When you wear something like red lipstick, you show confidence in yourself. If you project confidence in your appearance, it will come out in your abilities. Red lipstick won’t make me an astrophysicist, but it will help me deliver a presentation on something I already know.
During my adventures with red lipstick, I’ve realized that people admire bravery most of all. We want to see people be their authentic selves. When I see a girl rocking a crop top, I give her props. I’m proud of anyone not afraid to try something new and different.
Not only are people not judging you in their heads, they’re most likely wishing they had your courage.
Wearing red lipstick has taught me that I can pull off a lot of things I once doubted. In the last few months, I’ve bought floral-patterned jeans, a pair of bright mustard tights and an olive green shirt I was sure would wash me out.
I even bought watermelon-colored lipstick a few weeks ago, despite my fear of wearing a bright pink color. I constantly try outfits I would’ve avoided just a year ago, and my comfort zone has expanded to include a host of wardrobe options I’d never considered before.

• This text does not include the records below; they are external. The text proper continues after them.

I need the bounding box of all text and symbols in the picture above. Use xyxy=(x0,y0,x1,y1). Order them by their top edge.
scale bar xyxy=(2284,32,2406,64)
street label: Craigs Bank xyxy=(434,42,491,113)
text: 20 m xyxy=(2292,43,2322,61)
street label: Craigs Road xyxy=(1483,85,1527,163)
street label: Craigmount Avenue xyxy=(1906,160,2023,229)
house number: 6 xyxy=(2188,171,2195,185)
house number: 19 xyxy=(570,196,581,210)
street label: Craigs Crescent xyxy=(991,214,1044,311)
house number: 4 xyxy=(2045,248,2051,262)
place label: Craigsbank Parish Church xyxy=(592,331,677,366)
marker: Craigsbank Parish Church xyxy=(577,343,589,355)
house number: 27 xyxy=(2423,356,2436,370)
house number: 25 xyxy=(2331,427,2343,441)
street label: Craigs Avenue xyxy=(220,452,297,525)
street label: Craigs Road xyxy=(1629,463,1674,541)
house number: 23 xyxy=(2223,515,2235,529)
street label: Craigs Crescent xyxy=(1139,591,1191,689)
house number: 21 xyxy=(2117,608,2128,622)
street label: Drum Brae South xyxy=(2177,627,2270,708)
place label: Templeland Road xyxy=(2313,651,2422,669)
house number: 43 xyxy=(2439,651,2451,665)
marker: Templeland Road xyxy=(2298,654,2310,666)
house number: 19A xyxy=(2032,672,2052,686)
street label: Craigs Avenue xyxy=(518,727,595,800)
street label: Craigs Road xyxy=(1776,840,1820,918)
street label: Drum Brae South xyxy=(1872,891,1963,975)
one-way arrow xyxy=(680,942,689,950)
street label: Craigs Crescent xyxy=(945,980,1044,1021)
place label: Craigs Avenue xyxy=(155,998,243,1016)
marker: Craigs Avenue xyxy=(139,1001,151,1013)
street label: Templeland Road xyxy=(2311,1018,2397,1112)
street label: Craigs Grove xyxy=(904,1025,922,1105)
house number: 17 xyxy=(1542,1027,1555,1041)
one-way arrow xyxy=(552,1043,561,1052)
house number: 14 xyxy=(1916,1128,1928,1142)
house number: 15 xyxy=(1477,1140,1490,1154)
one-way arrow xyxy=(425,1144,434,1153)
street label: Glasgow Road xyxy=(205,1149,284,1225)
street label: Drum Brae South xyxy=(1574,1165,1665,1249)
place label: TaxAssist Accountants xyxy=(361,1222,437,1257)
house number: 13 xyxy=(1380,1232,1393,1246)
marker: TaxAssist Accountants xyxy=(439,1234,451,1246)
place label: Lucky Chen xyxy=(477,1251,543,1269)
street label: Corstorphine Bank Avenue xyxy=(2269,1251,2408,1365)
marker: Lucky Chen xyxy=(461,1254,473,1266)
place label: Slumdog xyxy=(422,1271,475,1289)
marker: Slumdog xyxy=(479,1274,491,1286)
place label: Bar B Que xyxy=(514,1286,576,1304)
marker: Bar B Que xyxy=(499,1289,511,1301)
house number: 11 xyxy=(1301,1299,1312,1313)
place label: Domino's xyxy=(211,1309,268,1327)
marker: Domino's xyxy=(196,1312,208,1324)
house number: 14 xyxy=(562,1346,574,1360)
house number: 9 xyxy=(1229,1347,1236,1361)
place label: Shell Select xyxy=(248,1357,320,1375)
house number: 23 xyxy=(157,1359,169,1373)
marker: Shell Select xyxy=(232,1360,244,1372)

I continue to wear red lipstick during big meetings and important events. Now that I’m self-employed, I still dress up even if I’m just going to the coffee shop around the corner. Putting on “real clothes” after a few hours of lounging in sweats tells my brain it’s time to work.
I’ve learned that it’s not the clothes you wear, it’s how those clothes make you feel. Right now, I feel bold.